Brandt Brauer Frick — Mr Machine | The Quietus

Brandt Brauer Frick

Mr Machine

Back in the mid 70s, Kraftwerk discarded their conventional instruments and turned to synthesizers to create their hugely influential LP Autobahn. Nearly forty years on, another German group are again playing with musical conventions, but in a reverse of their forebears, Brandt Brauer Frick are using acoustic instruments to recreate techno. In doing so the group aren’t the first to translate dance music through ‘traditional’ means, but the sound they created on their debut LP You Make Me Real was much more automated and ultimately rhythmic than that of say Christian Prommer’s more jazz based Drumlesson. As the group’s Paul Frick explained at the time of release: “instead of using only the typical epic orchestra or piano sounds, we love to explore the dirty percussive sides of those instruments.” It’s an approach that sits the group perfectly between Steve Reich and Jeff Mills two of their biggest inspirations, and one that makes them equally at home playing the Modern Art Museum as Club Berghain. It’s been through these live performances that the group has developed the sound we hear on this their second LP.

Mr Machine sees BBF further the concept of their outstanding debut, building on those live shows and dispensing completely with all ‘synthetic’ sound. Paul Frick explains the changes in what has become a ten-piece orchestral work: "On You Make Me Real, we still used some effects and more synths, whereas Mr Machine is completely unplugged, except for the Moog synth, which is amplified through a bass guitar amp. You Make Me Real was still ‘produced’. On Mr. Machine there’s nothing like that at all." Catching the group live at Bush Hall during the tour to promote their debut LP earlier this year, there was a sense that the group’s acoustic dance music was somewhat compromised by the subtle use of electronics. So have the “very long and intense” five months spent in the studio with some of the cream of Berlin’s jazz and contemporary resulted in an LP that fulfills their creative vision? While there are new compositions here it’s perhaps easier to judge the LP on the reinterpretations of tracks off You Make Me Real.

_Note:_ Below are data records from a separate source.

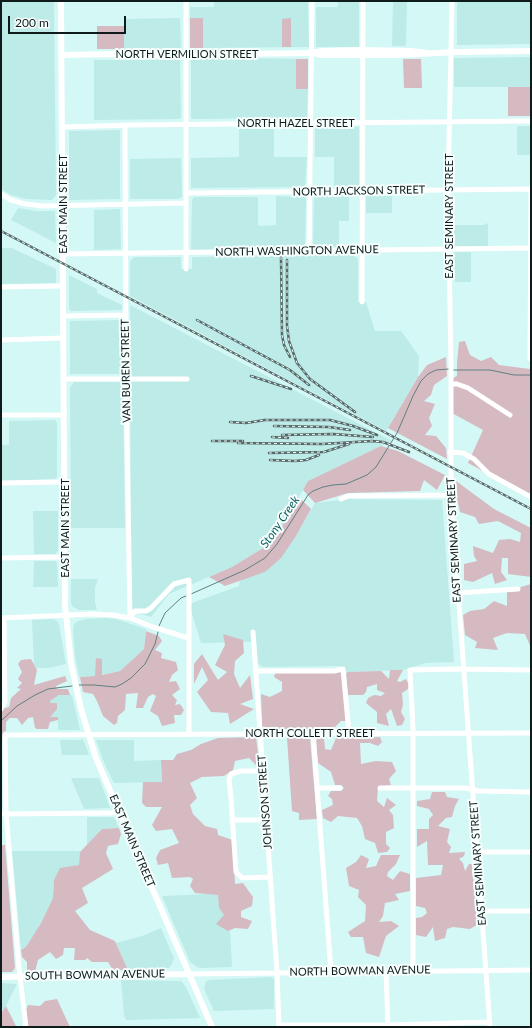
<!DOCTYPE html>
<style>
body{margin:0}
#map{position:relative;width:532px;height:1028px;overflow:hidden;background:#d4f8f5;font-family:Lato,sans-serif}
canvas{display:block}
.frame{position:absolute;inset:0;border:2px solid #0e1b1a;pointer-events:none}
.scale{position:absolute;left:8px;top:16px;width:118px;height:18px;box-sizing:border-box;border:2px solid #0e1b1a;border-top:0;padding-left:5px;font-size:12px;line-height:14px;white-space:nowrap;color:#0e1b1a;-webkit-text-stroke:3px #f7fefe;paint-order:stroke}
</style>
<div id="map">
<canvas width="532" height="1028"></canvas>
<div class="frame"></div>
<div class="scale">200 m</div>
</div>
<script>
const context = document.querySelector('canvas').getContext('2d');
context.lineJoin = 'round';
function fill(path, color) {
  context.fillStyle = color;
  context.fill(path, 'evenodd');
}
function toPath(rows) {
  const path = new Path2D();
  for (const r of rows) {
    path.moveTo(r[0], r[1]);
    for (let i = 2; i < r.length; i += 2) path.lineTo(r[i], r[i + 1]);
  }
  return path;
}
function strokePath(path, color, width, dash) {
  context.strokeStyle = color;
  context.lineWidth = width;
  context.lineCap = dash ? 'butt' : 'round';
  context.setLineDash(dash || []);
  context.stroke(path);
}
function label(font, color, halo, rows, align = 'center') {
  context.font = font + ' Lato,sans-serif';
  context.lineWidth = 4;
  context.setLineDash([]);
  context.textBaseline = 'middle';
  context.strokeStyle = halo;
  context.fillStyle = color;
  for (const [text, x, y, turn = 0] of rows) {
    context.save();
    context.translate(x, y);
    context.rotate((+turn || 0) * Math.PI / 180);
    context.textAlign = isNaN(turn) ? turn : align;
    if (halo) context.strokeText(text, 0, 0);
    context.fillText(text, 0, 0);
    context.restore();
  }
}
const built = toPath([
 [1,1,54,1,56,195,52,200,26,199,11,195,1,189],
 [214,1,308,1,309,47,203,48,203,18,190,18,190,7,214,7],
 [338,1,359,1,359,47,316,47,316,7,338,7],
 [393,1,407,1,406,46,392,46],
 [457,1,531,1,531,44,457,45],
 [180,18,181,48,124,49,124,19],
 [531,57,531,87,454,87,454,58],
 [239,58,296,59,296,89,308,89,307,118,192,119,191,118,191,59],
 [94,60,180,60,181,118,179,119,94,120],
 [517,126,531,126,531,155,517,155],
 [315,127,359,127,359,186,334,186,334,157,315,157],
 [239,129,274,129,274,157,307,157,305,187,191,188,191,158,239,157],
 [118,130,120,131,120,199,69,200,69,131],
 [181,158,182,197,177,199,130,199,130,159],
 [276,196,306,197,305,248,191,250,192,200,194,197,258,197,258,225,261,226,276,225],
 [314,196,349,196,349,221,339,221,339,247,313,247],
 [366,196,392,196,392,213,366,213],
 [18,208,36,211,55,211,56,243,11,220],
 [120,209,121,249,94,250,94,210],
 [488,223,488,246,452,246,452,225,484,225],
 [1,248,12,248,56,269,56,283,1,284],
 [454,252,471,252,471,282,455,282],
 [353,255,358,259,358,302,366,302,375,331,401,331,419,356,418,377,386,431,130,296,130,261,134,257,181,257,181,269,192,269,192,257],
 [69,275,97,289,97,293,122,305,122,310,71,311,69,309],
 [130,305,392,441,308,481,273,542,232,567,169,594,151,617,131,611],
 [122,320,122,374,70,374,70,321],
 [74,382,118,382,123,384,125,528,71,528,70,388],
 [55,420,57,423,57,477,55,479,1,481,1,445,9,445,9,421],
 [348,499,442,500,454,662,426,663,403,670,347,672,339,666,263,667,258,664,256,642,201,643,189,604,239,586,240,580,265,572,296,536,315,503],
 [33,511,58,511,58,551,55,554,34,554],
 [34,561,55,561,57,563,58,587,33,587],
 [71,579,98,579,95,588,95,603,97,610,79,610,73,607,71,603],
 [106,618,116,619,146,629,144,649,120,671,95,676,79,677,75,656,73,629,74,624,78,621,86,619],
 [52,619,56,620,59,624,66,664,49,668,37,668,34,665,32,620],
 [59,695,72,695,80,730,58,730,58,717,50,717,50,701],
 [83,739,89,755,62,755,60,740,80,740],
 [96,740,134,740,134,761,161,760,162,782,114,783,105,765],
 [71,778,99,778,110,808,84,809],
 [87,817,114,817,119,828,102,829,87,845],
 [12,851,81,851,79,865,54,880,53,898,41,923,26,948,21,950],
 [209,894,218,895,219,908,224,915,228,931,230,930,232,967,200,968,197,967,190,962,162,896],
 [161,928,174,958,172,964,169,968,162,968,128,970,116,943,142,936],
 [272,977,274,979,274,1009,214,1011,204,989,206,981,210,980],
 [121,980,181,981,186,987,200,1018,126,1020,124,1016],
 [1,983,17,984,6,1006,3,1010,1,1010]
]);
const green = toPath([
 [190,18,203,18,203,48,190,48],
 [291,18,291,47,282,47,282,19],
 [97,26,124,26,124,49,97,49],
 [296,59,308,59,308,89,296,89],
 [403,59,421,59,422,88,404,88],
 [508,87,531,87,531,116,508,116],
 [465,341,470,355,481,361,491,357,499,365,530,369,531,364,531,497,468,463,483,430,450,412,451,379,457,376,457,363,459,342],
 [446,357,447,376,434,385,431,395,424,401,435,404,429,418,432,426,425,435,436,436,446,448,447,459,388,428,418,377,427,365],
 [381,446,398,451,445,475,437,490,424,480,420,491,348,493,315,503,303,490,308,481],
 [456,481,494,509,531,528,531,577,508,574,508,558,502,558,501,572,507,580,495,584,492,573,473,582,464,580,464,564,477,561,474,556,473,546,493,553,499,540,510,539,520,542,521,533,498,521,479,524,475,517,460,512,458,503,455,499,454,484],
 [299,497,311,509,296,536,281,558,265,572,225,586,209,577,232,567,273,542],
 [531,584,531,648,525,634,507,633,493,638,498,650,475,648,477,642,465,635,463,615,470,611,484,609,494,601,507,606,507,591,517,591,521,587],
 [146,631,159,636,162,641,155,650,162,653,161,658,176,662,178,670,172,675,169,682,176,681,180,689,172,695,177,700,175,705,180,704,184,710,181,715,174,715,175,723,162,726,158,716,150,711,156,696,153,694,148,697,143,708,136,708,138,693,126,694,125,710,118,716,117,723,114,725,103,716,97,701,93,694,83,692,80,677,95,676,96,658,102,659,102,675,120,671,144,649],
 [223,634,243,640,244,653,235,661,234,674,240,688,250,675,253,699,240,704,254,709,230,724,228,713,211,712,197,692,208,680,202,667,194,684,194,664,202,654,218,680,227,672,215,665,225,645],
 [31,659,37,670,34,685,65,676,67,681,56,686,57,689,68,689,70,695,59,695,50,701,50,703,57,703,57,709,50,717,58,717,58,720,50,722,48,729,37,729,35,728,33,717,28,718,22,725,17,718,10,718,6,722,6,731,3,732,2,743,1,743,1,709,9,707,11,698,21,689,17,688,22,683,18,679,22,672,18,664,21,660],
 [390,670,403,670,397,681,400,682,406,679,409,685,408,689,402,693,403,705,401,712,405,719,402,725,397,726,391,709,386,714,389,726,377,723,377,712,366,703,368,698,374,695,381,696,385,693,377,690,377,684,367,687,366,692,363,695,348,695,346,674,347,672,381,671,389,679],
 [342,672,346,721,341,721,333,729,267,729,262,726,261,694,270,697,282,691,282,682,274,677,275,673],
 [256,737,260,769,249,758,235,761,233,770,224,776,202,777,190,783,197,798,190,805,193,814,205,826,217,829,218,835,233,840,235,884,243,883,253,897,252,906,241,911,241,917,252,921,248,929,235,928,228,931,216,924,224,915,219,908,218,895,195,893,190,886,193,879,190,877,172,878,168,863,158,865,156,858,160,850,179,843,172,829,156,831,152,825,162,807,146,807,142,803,143,782,162,782,161,760,173,760,177,754,191,750,201,744,218,738],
 [380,737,382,742,378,746,370,743,360,743,361,764,376,761,392,762,396,771,389,779,391,785,378,787,377,801,384,807,387,798,396,805,389,810,393,815,394,828,386,832,386,844,390,848,387,852,378,853,375,843,365,839,362,826,357,818,338,816,331,822,323,818,322,810,333,805,332,799,328,796,331,791,341,791,344,788,341,785,335,785,331,772,318,763,316,741,318,738,324,738,325,749,331,750,336,738],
 [287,738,310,738,317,819,299,820,299,813,292,811],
 [432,792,445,792,447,797,459,799,455,806,452,817,446,818,438,826,450,829,447,842,451,847,449,853,465,852,464,856,459,859,463,863,465,871,469,864,472,864,477,925,470,929,453,927,447,929,445,938,435,941,433,927,426,937,416,935,416,918,422,917,427,913,425,908,416,906,416,878,441,875,443,865,428,865,427,841,417,847,417,829,429,829,429,819,433,815,429,809,417,806,417,801,430,799],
 [119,828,121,834,118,844,108,846,106,853,113,869,82,888,88,903,75,911,90,930,115,941,128,970,113,970,108,962,92,962,87,958,85,960,74,960,75,948,64,948,63,955,56,959,50,952,38,960,35,972,27,971,27,962,22,957,21,950,26,947,41,923,53,898,54,880,60,868,79,865,80,852,102,829],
 [1,845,5,845,15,968,12,972,1,972],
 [361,855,369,859,366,868,376,866,381,855,400,855,396,864,388,872,387,876,393,880,400,871,410,874,410,891,395,894,399,900,385,903,383,916,379,922,391,921,399,926,386,936,379,957,366,953,363,937,351,937,348,932,365,921,366,905,358,897,359,890,349,886,346,868,356,862],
 [57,999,70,1027,28,1027,26,1010,28,1005,40,1006,45,1001],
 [6,1006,16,1026,15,1027,1,1027,1,1013]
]);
const stream = toPath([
 [452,370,490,370,514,375,531,375],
 [191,594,245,570,265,558,277,544,308,495,313,491,323,487,333,485,346,484,367,475,376,467,397,433,413,396,421,381,428,374,436,370,449,369],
 [159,626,165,613,181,598,186,596],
 [78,685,94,685,115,687,122,684,131,678,145,664,155,644,158,632],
 [1,721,17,706,35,695,48,689,72,686]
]);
const minor = toPath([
 [186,1,186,269],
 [452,1,448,190,451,367,451,495,490,1027],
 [125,125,126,379,130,618,150,626,188,638],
 [62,127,133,125,531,121],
 [186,193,531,189,530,359],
 [1,194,11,200,25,204,43,206,186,203],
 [309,251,312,1],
 [63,254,531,248],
 [1,287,63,286],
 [362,302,363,1],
 [63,316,126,315],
 [1,340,63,338],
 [64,379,187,379],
 [451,384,457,384,468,388,510,415],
 [1,415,64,415],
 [450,452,463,453,474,459,489,474,531,497],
 [1,483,64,482],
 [341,499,348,496,451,495],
 [1,558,65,557],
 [457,593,518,589],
 [1,618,93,614,112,615,130,618,135,611,146,611,151,608,174,584,189,580,189,734],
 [253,632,277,972,279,1027],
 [256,671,334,671,343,669,349,733],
 [1,709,5,702,4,618],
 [313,733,331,972],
 [262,771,241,771,231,774,229,780,231,798,236,872,242,878,270,877],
 [317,788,340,788],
 [380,788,466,788,478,791,531,792],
 [1,814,112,813,119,811],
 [232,820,266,820],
 [477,852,531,852],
 [481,911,531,911],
 [386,971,388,1027],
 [413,971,413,728,410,670,456,669,531,670],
 [189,974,531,970],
 [279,1025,388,1025,490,1022],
 [26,1027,19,968,6,814,5,735,531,733]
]);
const major = toPath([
 [61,1,65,605,71,663,81,709,96,758,212,1027],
 [314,53,321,55,399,55,457,52,531,51],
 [62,55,119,54,131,56,239,54,312,53,322,51,359,50,411,51,427,53],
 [1,977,189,974]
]);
const rail = toPath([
 [1,231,531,509],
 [281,257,282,335,284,345,290,357],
 [287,260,287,326,289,341,297,363,310,379,355,412],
 [197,320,290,370,309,385],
 [251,376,291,389],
 [230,422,246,423,265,420,330,420,353,426,377,435],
 [274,426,329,427,350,430],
 [282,435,333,434,373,437],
 [272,437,288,438],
 [212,441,243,441],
 [238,443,322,444,372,441,383,442,409,452],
 [269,453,324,452,349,444],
 [270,460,295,461,306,460,319,455]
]);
const streetNames = [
 ["NORTH VERMILION STREET",187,54],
 ["NORTH HAZEL STREET",296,123],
 ["NORTH JACKSON STREET",359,191,-1],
 ["EAST MAIN STREET",63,204,-90],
 ["EAST SEMINARY STREET",449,216,-90],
 ["NORTH WASHINGTON AVENUE",297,251,-1],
 ["VAN BUREN STREET",126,371,-91],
 ["EAST MAIN STREET",65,528,-90],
 ["EAST SEMINARY STREET",454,540,-93],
 ["NORTH COLLETT STREET",310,733],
 ["JOHNSON STREET",265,802,-94],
 ["EAST MAIN STREET",132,841,67],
 ["EAST SEMINARY STREET",478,863,-94],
 ["NORTH BOWMAN AVENUE",360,971,-1],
 ["SOUTH BOWMAN AVENUE",95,975,-1]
];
const waterNames = [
 ["Stony Creek",280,522,-56]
];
fill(built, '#bdebe8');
fill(green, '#d6bac2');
strokePath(stream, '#60807e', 1);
strokePath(minor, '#fff', 5);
strokePath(major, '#fff', 6);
strokePath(rail, '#556a69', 2.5);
strokePath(rail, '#f7fefe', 1, [3]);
label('11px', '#0e1b1a', '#f7fefe', streetNames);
label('italic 12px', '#095f5c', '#f7fefe', waterNames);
</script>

The best place to start is ‘Bop’. Already one of the most organic sounding cuts from their debut LP, here the larger orchestra provide new textures while keeping things nice and minimal. It is in the close attention to detail that BBF have succeeded in their approximation of electronic music, whether the flattened percussion used to replicate dance music’s ubiquitous 808, the use of a tuba and trombone to create a nagging bass line, or the metronomic pulse of the keys and strings to create the hypnotics at the heart of techno. The more orchestral approach here softens the edges of the group’s compositions while creating a more expansive sound. Apparently their recent tour with the orchestra saw the group using 80 pages of sheet music and the attention to detail has paid off especially on the Latin complexities of ‘Mi Corazon’. Going even deeper, ‘You Make Me Real’ finds the group expanding the jazz licks of the original, ending up as nearer to Sun Ra than Kraftwerk. Yet while the group’s strings heavy version of James Braun’s techno track ‘A 606 n Rock n Roll’ cannot be faulted, there are times here when I yearned for some of the rougher edges of those brilliant early dance 12”s on the Tartelet Records label.